- [Dataset records]:
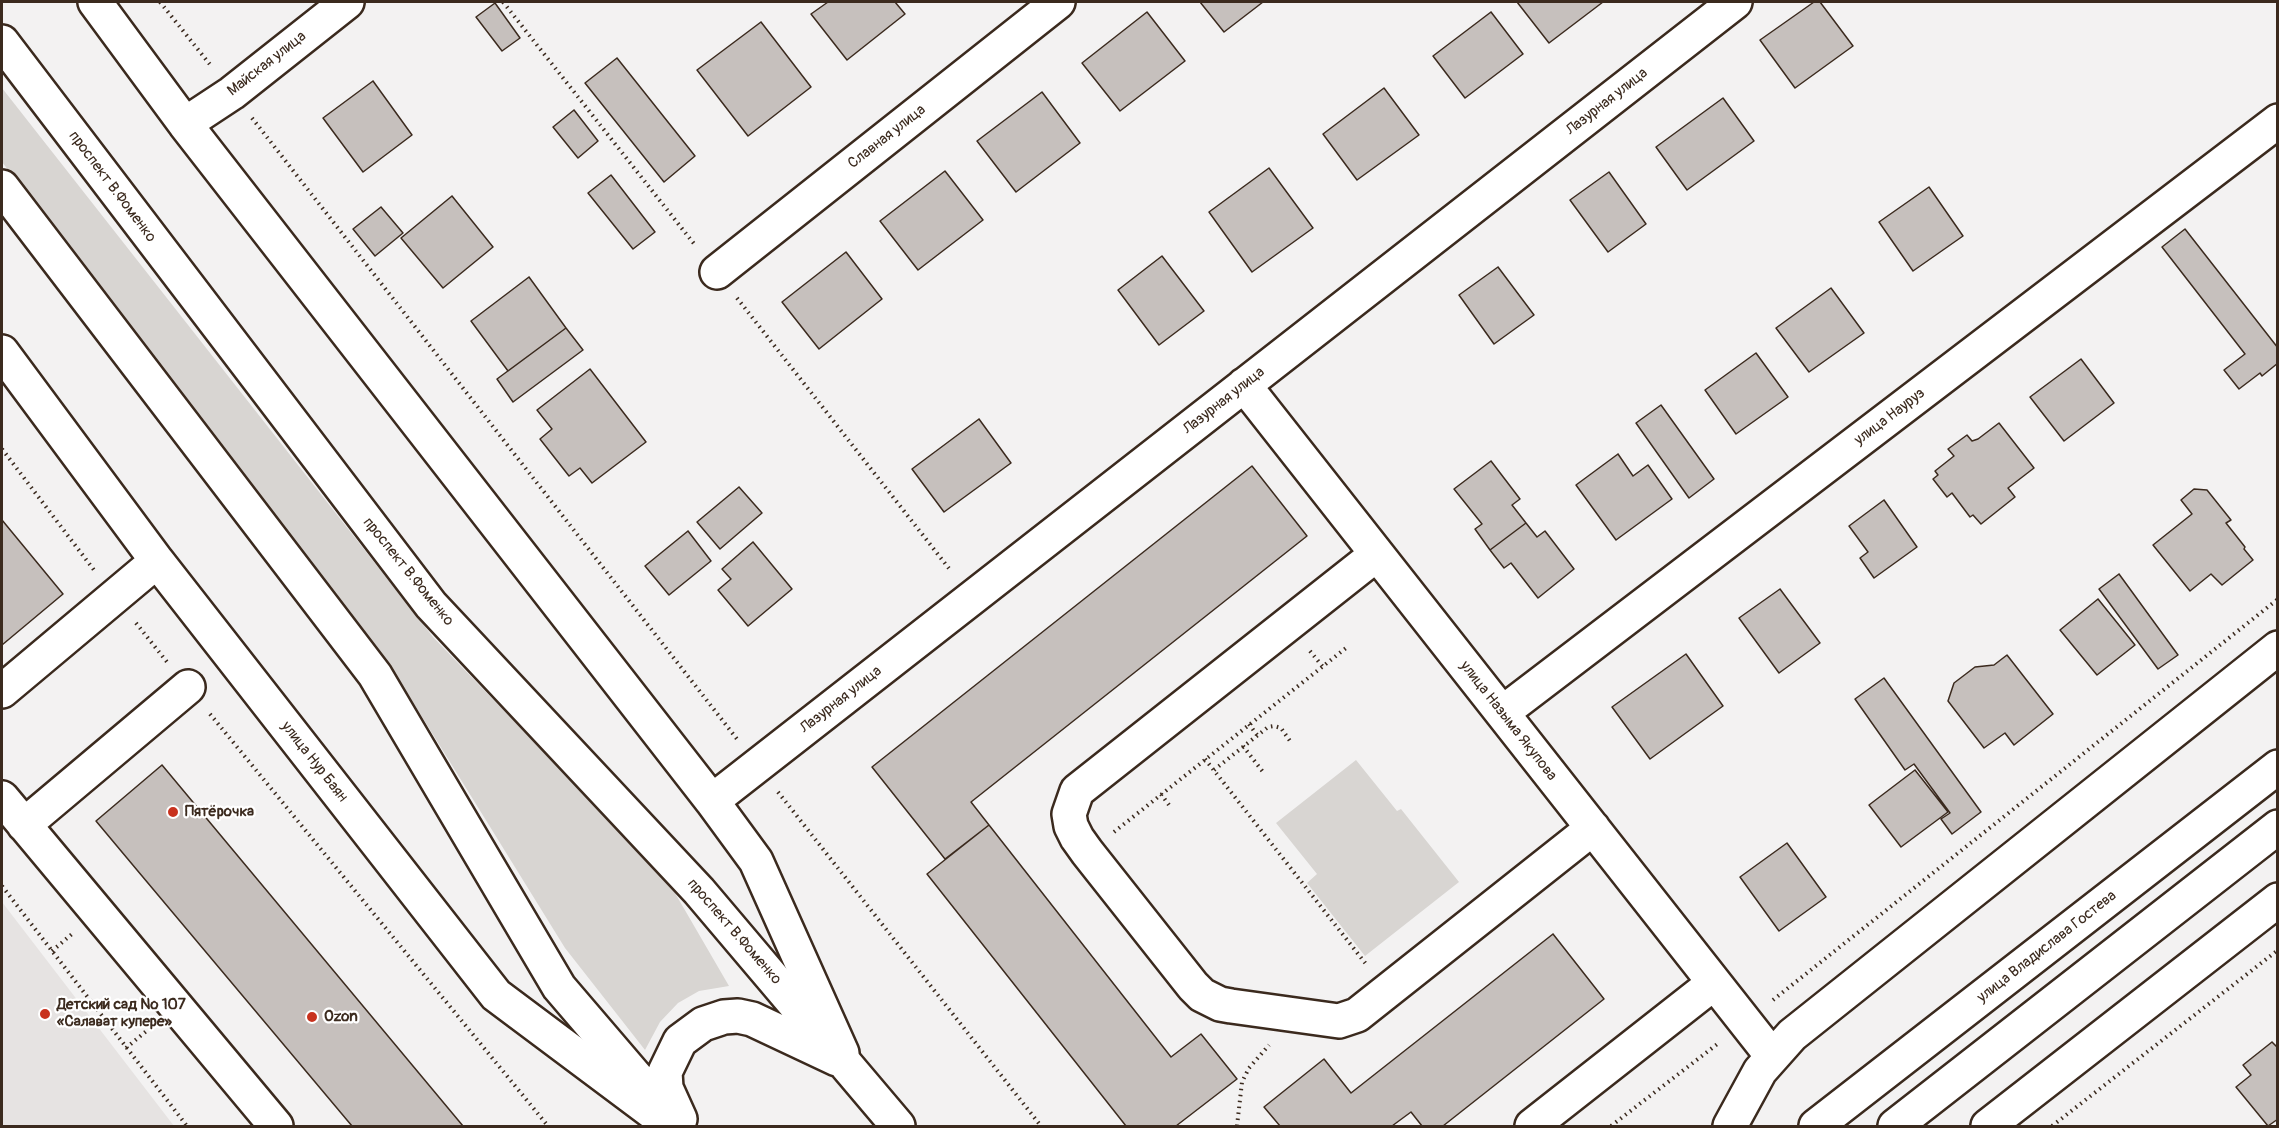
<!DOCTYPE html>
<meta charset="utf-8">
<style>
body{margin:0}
#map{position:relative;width:2279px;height:1128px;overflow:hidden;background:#f3f2f2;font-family:Pangolin,sans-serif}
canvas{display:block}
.frame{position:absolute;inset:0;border:3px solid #3b2a1e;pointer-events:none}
</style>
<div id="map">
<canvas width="2279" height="1128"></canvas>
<div class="frame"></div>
</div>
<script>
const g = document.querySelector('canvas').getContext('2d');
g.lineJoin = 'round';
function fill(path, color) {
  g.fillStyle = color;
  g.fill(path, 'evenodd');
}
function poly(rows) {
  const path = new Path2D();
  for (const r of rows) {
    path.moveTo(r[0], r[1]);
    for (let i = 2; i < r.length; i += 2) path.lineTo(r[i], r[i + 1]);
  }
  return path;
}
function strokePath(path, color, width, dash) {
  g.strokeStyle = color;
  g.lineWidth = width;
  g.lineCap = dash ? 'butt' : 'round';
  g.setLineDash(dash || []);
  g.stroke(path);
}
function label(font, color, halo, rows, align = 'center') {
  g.font = font + ' Pangolin,sans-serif';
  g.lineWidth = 4.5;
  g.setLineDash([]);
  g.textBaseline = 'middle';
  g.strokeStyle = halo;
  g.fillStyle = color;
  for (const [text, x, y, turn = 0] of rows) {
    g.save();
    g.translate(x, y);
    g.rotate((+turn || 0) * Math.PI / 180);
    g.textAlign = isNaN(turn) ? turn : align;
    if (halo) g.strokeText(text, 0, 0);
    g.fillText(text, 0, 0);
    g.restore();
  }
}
const built = poly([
 [2,902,174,1126,2,1126]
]);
const green = poly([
 [2,88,433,637,668,881,729,986,699,991,678,1003,660,1022,645,1050,565,948,393,670,2,162],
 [1356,760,1397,811,1401,809,1459,882,1365,956,1307,883,1317,874,1276,823]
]);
const building = poly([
 [828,2,895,2,905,14,847,60,811,14,828,2],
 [1200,2,1263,2,1224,32,1200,2],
 [1517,2,1603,2,1549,43,1517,2],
 [1814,2,1820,2,1853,46,1795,88,1760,40,1814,2],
 [495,3,520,38,502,51,476,17,495,3],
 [1147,12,1185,61,1120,111,1082,63,1147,12],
 [1491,12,1523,54,1465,98,1433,56,1491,12],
 [761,22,811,87,748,136,697,70,761,22],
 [617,58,695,156,664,182,585,83,617,58],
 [373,81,412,135,363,172,323,118,373,81],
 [1384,88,1419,135,1357,180,1323,134,1384,88],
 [1042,92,1080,143,1016,192,977,141,1042,92],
 [1723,98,1754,141,1687,190,1656,147,1723,98],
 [574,110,598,141,578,158,553,127,574,110],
 [1269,168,1313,228,1252,272,1209,212,1269,168],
 [945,171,983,220,918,270,880,221,945,171],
 [1609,172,1646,224,1608,252,1570,200,1609,172],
 [611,175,655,232,633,249,588,193,611,175],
 [1929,187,1963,236,1913,271,1879,222,1929,187],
 [452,196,493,247,443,288,401,238,452,196],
 [381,207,403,233,375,256,353,229,381,207],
 [2185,229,2278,348,2278,363,2262,376,2260,373,2239,389,2224,370,2245,354,2162,247,2185,229],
 [846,252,882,299,819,349,782,302,846,252],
 [1162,256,1204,311,1159,345,1118,290,1162,256],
 [1498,267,1534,315,1494,344,1459,295,1498,267],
 [529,277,566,328,508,371,471,321,529,277],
 [1831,288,1864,333,1809,372,1776,328,1831,288],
 [566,328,583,350,513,402,497,379,566,328],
 [1756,353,1788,397,1736,434,1705,390,1756,353],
 [2081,359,2114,403,2064,441,2030,397,2081,359],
 [590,369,646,442,592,483,580,468,569,476,540,439,552,429,537,410,590,369],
 [1661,405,1714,479,1689,498,1636,423,1661,405],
 [979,419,1011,463,944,512,912,469,979,419],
 [1999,423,2034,468,2008,488,2015,497,1981,524,1973,515,1970,517,1952,493,1947,497,1933,479,1938,475,1935,471,1954,456,1948,449,1967,435,1972,441,1978,439,1999,423],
 [1618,454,1633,476,1648,465,1672,499,1616,540,1576,485,1618,454],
 [1491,461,1520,499,1512,505,1526,523,1490,550,1475,529,1482,524,1454,489,1491,461],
 [1252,466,1307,536,971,802,989,825,945,859,872,767,1252,466],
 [739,487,762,513,720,549,697,522,739,487],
 [2194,489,2207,490,2231,520,2226,523,2245,547,2244,549,2253,560,2222,585,2211,574,2190,591,2153,545,2192,514,2181,500,2194,489],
 [1884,500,1917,547,1874,578,1860,558,1868,552,1849,526,1884,500],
 [2,520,63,594,2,645,2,520],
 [1526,523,1537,537,1545,531,1574,569,1538,598,1511,563,1504,568,1490,550,1526,523],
 [688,531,711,561,669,595,645,566,688,531],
 [753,542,792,589,748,626,718,590,731,579,722,569,753,542],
 [2119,574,2178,655,2158,669,2099,589,2119,574],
 [1780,589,1820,643,1779,673,1739,618,1780,589],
 [2098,599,2135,645,2097,675,2060,630,2098,599],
 [1686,654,1723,706,1650,759,1612,707,1686,654],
 [2007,655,2053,714,2014,745,2005,733,1984,748,1948,701,1954,683,1975,667,1994,665,2007,655],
 [1884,678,1981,812,1952,834,1941,819,1950,813,1914,764,1905,770,1855,699,1884,678],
 [162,765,463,1126,352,1126,137,870,96,821,162,765],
 [1915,770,1948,812,1901,847,1869,805,1915,770],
 [989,825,1171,1057,1201,1034,1237,1079,1176,1126,1126,1126,927,874,989,825],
 [1787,843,1826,897,1779,931,1740,877,1787,843],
 [1553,934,1604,999,1443,1126,1422,1126,1411,1112,1392,1126,1280,1126,1264,1107,1324,1059,1351,1093,1553,934],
 [2272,1042,2278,1048,2278,1119,2268,1126,2236,1087,2251,1075,2243,1065,2272,1042]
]);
const path = poly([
 [160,2,212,67],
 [503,2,695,245],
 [252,118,737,739],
 [737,298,951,571],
 [2,449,94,570],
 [136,623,167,662],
 [1310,651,1323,667],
 [210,714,548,1126],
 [1249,724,1257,735],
 [1243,746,1263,772],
 [1205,759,1366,964],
 [1214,770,1268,727,1274,726,1281,728,1290,741],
 [778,792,1041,1126],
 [1161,794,1169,805],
 [1114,832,1346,648],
 [2,886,187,1126],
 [52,951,72,934],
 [1773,1000,2278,599],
 [126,1048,150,1028],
 [1237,1126,1242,1082,1249,1068,1269,1045],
 [1611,1126,1720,1042],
 [2052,1126,2278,950]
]);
const minor = poly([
 [95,2,185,124,712,801,756,861,842,1053],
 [185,124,232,93,347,2],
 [717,272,1058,2],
 [2,352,157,561,496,995,667,1123],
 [1244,385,1772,1056],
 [1377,554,1077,791,1069,814,1071,826,1077,838,1087,852,1193,986,1202,995,1220,1004,1231,1006,1339,1021,1357,1015,1593,828],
 [2,691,157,561],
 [1502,713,2278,121],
 [2,798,276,1126],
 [712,801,1735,2],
 [24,825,188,687],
 [1532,1126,1714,983],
 [1730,1126,1760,1071,1792,1035,2278,648],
 [1988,1126,2278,900]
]);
const major = poly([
 [2,42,431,605,699,891,898,1126],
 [2,187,375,675,559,987,678,1126],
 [680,1119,666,1088,665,1072,680,1041,703,1024,724,1017,738,1016,752,1019,837,1059],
 [1816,1126,2278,767],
 [1895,1126,2278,827]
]);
const markers = [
 [173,812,6,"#c8321e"],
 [45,1014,6,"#c8321e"],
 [312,1017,6,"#c8321e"]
];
const streetNames = [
 ["Майская улица",267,64,-38],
 ["Лазурная улица",1607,102,-38],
 ["Славная улица",887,137,-38],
 ["проспект В.Фоменко",112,187,53],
 ["Лазурная улица",1224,401,-38],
 ["улица Науруз",1890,417,-37],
 ["проспект В.Фоменко",408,572,51],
 ["Лазурная улица",841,700,-38],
 ["улица Назыма Якупова",1508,721,52],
 ["улица Нур Баян",314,762,52],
 ["проспект В.Фоменко",734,932,49],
 ["улица Владислава Гостева",2047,947,-38]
];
const poiNames = [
 ["Пятёрочка",185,812],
 ["Детский сад № 107",57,1005],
 ["«Салават купере»",57,1022],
 ["Ozon",324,1017]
];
fill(built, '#e6e3e2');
fill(green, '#d8d5d2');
fill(building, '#c6c0bd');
strokePath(building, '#3b2a1e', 1.5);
strokePath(minor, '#3b2a1e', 38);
strokePath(major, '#3b2a1e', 38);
strokePath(path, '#3b2a1e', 4, [1.5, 4.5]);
strokePath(minor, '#fff', 33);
strokePath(major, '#fff', 33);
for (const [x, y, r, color] of markers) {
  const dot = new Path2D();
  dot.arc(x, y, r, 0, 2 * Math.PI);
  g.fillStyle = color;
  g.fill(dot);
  strokePath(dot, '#fff', 2);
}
label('15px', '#3b2a1e', '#fff', streetNames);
label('bold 15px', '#3b2a1e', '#fff', poiNames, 'left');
</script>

- [What you are asked to do]:
Each line in the entries above that includes the string "Math" should be extracted.

- [Solution for this problem]:
    g.rotate((+turn || 0) * Math.PI / 180);
  dot.arc(x, y, r, 0, 2 * Math.PI);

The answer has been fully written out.